Batizada de Abdias do Nascimento, "tricicloteca" – mistura de triciclo com biblioteca – vai levar cultura e diversão para quatro bairros pobres da Zona Norte do Rio de Janeiro: Costa Barros, Anchieta, Pavuna e Guadalupe
Publicado em 08/01/2019
Atualizado às 17:28 de 08/08/2019
por André Bernardo
A palavra “tricicloteca” ainda não consta nos dicionários de língua portuguesa, mas é usada pelo filósofo Jocemir Moura dos Reis, de 44 anos, para designar seu mais novo projeto cultural: “uma biblioteca móvel sobre um triciclo pedalável”. Com ela, Jocemir pretende levar cultura e diversão para moradores de quatro bairros da Zona Norte do Rio de Janeiro: Costa Barros, Anchieta, Pavuna e Guadalupe. O que esses bairros têm em comum? Fazem divisa com o Complexo do Chapadão, nome de um conjunto de 16 favelas e cerca de 30 mil habitantes. “O território é dos mais pobres da cidade do Rio e, segundo a Unesco, tem altos índices de evasão escolar, gravidez na adolescência e morte de jovens por envolvimento com o tráfico de drogas”, afirma.
O insight veio durante as comemorações de dez anos de outro projeto cultural idealizado por Jocemir: a biblioteca comunitária Paulo Freire, fundada em 2006. Hoje, o acervo conta com mais de 3.500 livros e um público estimado de 120 visitantes por mês – em sua maioria, alunos das quatro escolas públicas da região. “Quando fizemos aniversário, há dois anos, senti a necessidade de transpor os muros da biblioteca. Mas como eu faria isso? Foi aí que tive a ideia de criar a tricicloteca, ou seja, uma biblioteca sobre rodas”, relata. O nome já foi até escolhido: Abdias do Nascimento, em homenagem a um dos principais nomes da luta contra a discriminação racial e pela valorização da cultura negra do país, que morreu em 2011, aos 97 anos.
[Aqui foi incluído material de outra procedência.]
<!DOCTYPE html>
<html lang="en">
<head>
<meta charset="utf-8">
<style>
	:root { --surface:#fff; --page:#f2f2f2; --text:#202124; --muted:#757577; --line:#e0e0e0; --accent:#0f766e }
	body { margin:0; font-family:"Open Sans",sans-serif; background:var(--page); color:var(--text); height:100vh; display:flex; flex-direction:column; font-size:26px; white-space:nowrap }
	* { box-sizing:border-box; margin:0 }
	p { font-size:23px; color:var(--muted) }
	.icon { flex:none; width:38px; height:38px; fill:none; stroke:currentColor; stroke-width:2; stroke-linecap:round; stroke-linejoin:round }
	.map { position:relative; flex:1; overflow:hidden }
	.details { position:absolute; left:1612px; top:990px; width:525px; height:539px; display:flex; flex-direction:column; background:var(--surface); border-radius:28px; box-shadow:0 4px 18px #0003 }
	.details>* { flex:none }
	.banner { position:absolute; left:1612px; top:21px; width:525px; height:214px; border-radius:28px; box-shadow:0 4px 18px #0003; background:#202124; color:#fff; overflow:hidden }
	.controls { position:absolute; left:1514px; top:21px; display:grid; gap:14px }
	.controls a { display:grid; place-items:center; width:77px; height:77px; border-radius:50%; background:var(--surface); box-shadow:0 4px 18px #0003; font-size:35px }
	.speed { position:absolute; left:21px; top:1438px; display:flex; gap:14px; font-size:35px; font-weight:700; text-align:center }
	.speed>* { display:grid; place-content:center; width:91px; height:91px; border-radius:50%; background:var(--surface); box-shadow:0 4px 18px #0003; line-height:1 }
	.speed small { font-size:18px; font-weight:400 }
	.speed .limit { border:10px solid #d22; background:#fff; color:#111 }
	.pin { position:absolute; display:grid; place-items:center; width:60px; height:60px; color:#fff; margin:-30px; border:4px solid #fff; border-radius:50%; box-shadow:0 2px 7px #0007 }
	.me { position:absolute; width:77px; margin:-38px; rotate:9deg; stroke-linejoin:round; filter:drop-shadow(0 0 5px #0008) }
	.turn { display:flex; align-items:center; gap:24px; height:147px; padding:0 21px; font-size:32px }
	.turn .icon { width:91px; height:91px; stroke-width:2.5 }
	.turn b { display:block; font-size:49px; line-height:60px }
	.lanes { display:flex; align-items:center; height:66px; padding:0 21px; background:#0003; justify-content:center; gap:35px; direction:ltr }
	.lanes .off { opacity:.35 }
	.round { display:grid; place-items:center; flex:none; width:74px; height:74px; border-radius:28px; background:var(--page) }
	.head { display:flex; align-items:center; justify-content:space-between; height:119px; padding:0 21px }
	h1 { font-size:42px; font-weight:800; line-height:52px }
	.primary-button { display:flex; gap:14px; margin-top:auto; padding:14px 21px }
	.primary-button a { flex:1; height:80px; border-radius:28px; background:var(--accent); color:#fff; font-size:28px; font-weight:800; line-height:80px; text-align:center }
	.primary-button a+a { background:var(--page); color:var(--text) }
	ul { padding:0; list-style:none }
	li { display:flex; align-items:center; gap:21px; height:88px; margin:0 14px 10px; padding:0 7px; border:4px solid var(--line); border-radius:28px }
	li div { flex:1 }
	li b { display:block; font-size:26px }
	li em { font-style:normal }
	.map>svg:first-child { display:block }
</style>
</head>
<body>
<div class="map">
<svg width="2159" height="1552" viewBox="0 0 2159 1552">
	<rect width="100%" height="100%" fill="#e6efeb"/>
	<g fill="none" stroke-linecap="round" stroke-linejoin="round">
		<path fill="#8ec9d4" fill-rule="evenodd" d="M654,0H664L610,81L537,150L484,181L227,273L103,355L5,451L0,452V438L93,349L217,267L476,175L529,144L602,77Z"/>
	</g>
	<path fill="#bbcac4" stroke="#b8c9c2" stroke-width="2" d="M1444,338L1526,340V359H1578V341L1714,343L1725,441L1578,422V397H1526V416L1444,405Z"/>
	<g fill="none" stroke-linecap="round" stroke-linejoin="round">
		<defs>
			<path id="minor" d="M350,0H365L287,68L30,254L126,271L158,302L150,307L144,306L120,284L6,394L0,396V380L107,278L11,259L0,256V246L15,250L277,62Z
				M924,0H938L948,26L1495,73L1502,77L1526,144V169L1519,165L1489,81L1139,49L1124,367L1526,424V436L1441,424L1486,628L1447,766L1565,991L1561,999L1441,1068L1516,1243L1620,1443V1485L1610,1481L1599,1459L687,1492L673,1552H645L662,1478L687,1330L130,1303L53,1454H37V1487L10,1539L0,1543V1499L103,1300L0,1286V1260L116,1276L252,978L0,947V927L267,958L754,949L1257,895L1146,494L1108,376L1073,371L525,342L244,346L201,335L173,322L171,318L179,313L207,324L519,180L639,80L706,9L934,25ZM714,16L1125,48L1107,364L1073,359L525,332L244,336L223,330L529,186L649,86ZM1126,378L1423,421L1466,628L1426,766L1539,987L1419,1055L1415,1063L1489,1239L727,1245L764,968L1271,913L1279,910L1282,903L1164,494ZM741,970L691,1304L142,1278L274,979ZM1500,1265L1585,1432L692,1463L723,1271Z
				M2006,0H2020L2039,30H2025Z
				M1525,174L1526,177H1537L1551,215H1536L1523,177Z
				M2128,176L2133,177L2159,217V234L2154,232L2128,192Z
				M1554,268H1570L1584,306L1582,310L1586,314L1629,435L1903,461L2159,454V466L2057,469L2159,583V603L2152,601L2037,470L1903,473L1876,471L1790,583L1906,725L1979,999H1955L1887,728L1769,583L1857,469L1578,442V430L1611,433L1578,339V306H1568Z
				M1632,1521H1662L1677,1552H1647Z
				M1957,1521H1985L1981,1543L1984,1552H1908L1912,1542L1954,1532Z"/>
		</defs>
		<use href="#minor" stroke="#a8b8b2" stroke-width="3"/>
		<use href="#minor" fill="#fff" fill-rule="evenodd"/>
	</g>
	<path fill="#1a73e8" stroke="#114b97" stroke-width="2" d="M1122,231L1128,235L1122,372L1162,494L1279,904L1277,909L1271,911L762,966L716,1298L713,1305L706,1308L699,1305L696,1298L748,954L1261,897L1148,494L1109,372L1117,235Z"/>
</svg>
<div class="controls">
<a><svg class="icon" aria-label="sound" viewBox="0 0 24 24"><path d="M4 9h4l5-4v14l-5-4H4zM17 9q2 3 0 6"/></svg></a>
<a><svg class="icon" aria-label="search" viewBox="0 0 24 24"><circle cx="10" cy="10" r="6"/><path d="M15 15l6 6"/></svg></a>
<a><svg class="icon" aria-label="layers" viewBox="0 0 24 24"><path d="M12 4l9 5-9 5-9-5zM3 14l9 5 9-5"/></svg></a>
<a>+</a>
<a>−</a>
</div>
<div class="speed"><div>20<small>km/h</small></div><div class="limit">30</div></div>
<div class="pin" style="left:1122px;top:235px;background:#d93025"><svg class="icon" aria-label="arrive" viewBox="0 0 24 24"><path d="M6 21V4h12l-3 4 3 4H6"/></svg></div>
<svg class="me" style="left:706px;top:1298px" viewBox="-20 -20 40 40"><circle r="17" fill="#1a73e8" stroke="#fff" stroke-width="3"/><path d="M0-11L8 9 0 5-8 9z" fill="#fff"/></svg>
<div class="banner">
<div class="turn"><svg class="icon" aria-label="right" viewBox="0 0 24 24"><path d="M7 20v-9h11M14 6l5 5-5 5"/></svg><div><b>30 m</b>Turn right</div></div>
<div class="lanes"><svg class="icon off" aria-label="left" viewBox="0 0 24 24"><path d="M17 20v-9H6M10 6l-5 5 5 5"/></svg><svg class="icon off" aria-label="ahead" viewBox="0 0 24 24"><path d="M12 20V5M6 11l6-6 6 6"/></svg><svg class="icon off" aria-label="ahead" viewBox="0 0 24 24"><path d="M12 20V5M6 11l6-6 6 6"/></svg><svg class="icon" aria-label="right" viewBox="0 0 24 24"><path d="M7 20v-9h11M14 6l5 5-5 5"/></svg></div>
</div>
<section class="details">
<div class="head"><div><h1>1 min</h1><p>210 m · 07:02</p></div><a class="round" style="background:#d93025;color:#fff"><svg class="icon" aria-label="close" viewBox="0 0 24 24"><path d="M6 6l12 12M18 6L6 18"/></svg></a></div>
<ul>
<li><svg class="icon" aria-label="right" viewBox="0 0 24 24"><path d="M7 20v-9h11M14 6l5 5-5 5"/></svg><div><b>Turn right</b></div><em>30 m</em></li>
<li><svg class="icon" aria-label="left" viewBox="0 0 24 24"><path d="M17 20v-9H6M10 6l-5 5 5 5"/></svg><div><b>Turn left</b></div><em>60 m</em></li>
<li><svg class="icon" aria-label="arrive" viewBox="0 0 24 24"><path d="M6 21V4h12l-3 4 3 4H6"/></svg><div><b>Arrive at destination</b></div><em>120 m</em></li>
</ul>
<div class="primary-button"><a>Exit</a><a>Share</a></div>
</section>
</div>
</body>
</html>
Um dos selecionados na edição 2017-2018 do programa Rumos Itaú Cultural, o projeto Tricicloteca Cultural Abdias do Nascimento prevê a fabricação da engenhoca e a aquisição de 300 novos livros. O objetivo é recrutar 28 jovens, com idade entre 15 e 25 anos e moradores das próprias comunidades, para atuar como monitores das atividades culturais. “Cada um dos quatro bairros contemplados corresponde a um ciclo de três meses”, explica o autor do projeto. Com a primeira parcela da verba, Jocemir mandou construir a geringonça sobre rodas e deu início ao périplo cultural, cujo término está previsto para setembro de 2019, com uma festa literária na biblioteca Paulo Freire, onde tudo começou.
Produtor cultural
Nascido em São João de Meriti, a 25 quilômetros da capital fluminense, Jocemir formou-se em filosofia na Universidade Estadual do Rio de Janeiro (Uerj), em 2015. Mestrando em educação pela mesma instituição, dá aulas de filosofia e sociologia na Escola Municipal Max Fleiuss. Nas horas vagas, trabalha como produtor cultural. Entre outras iniciativas, criou a 1a Festa Literária do Complexo do Chapadão (Flicc), realizada em 2016, e as “geladeirotecas”, presentes em oito comunidades carentes da Zona Norte do Rio de Janeiro, como Maré, Turano e Borel. “A ideia é comprar geladeiras em ferros-velhos ou então usar os modelos que ganhamos de doação, mandar grafitá-las e, em seguida, abastecê-las de livros”, conta o filósofo.
Seu mais novo projeto cultural não vai promover “apenas” rodas de leitura e narração de histórias. Munido de projetor, telão e equipamento de som, vai realizar também desde sessões de cinema até oficinas de rap, pintura e fotografia. Serão cinco horas diárias de intervenção cultural, pela manhã ou à tarde. “Por causa do esforço físico, a tricicloteca não vai ficar circulando ininterruptamente por entre becos, ruas e vielas. A ideia é encontrar um lugar de grande acessibilidade popular, como uma praça, e ocupá-lo com arte, literatura e muitas brincadeiras”, avisa Jocemir. “Depois de um ano, se tudo der certo, o projeto tem o objetivo de se tornar autossustentável.” Aí, sim, a tricicloteca vai poder pedalar com suas próprias rodas.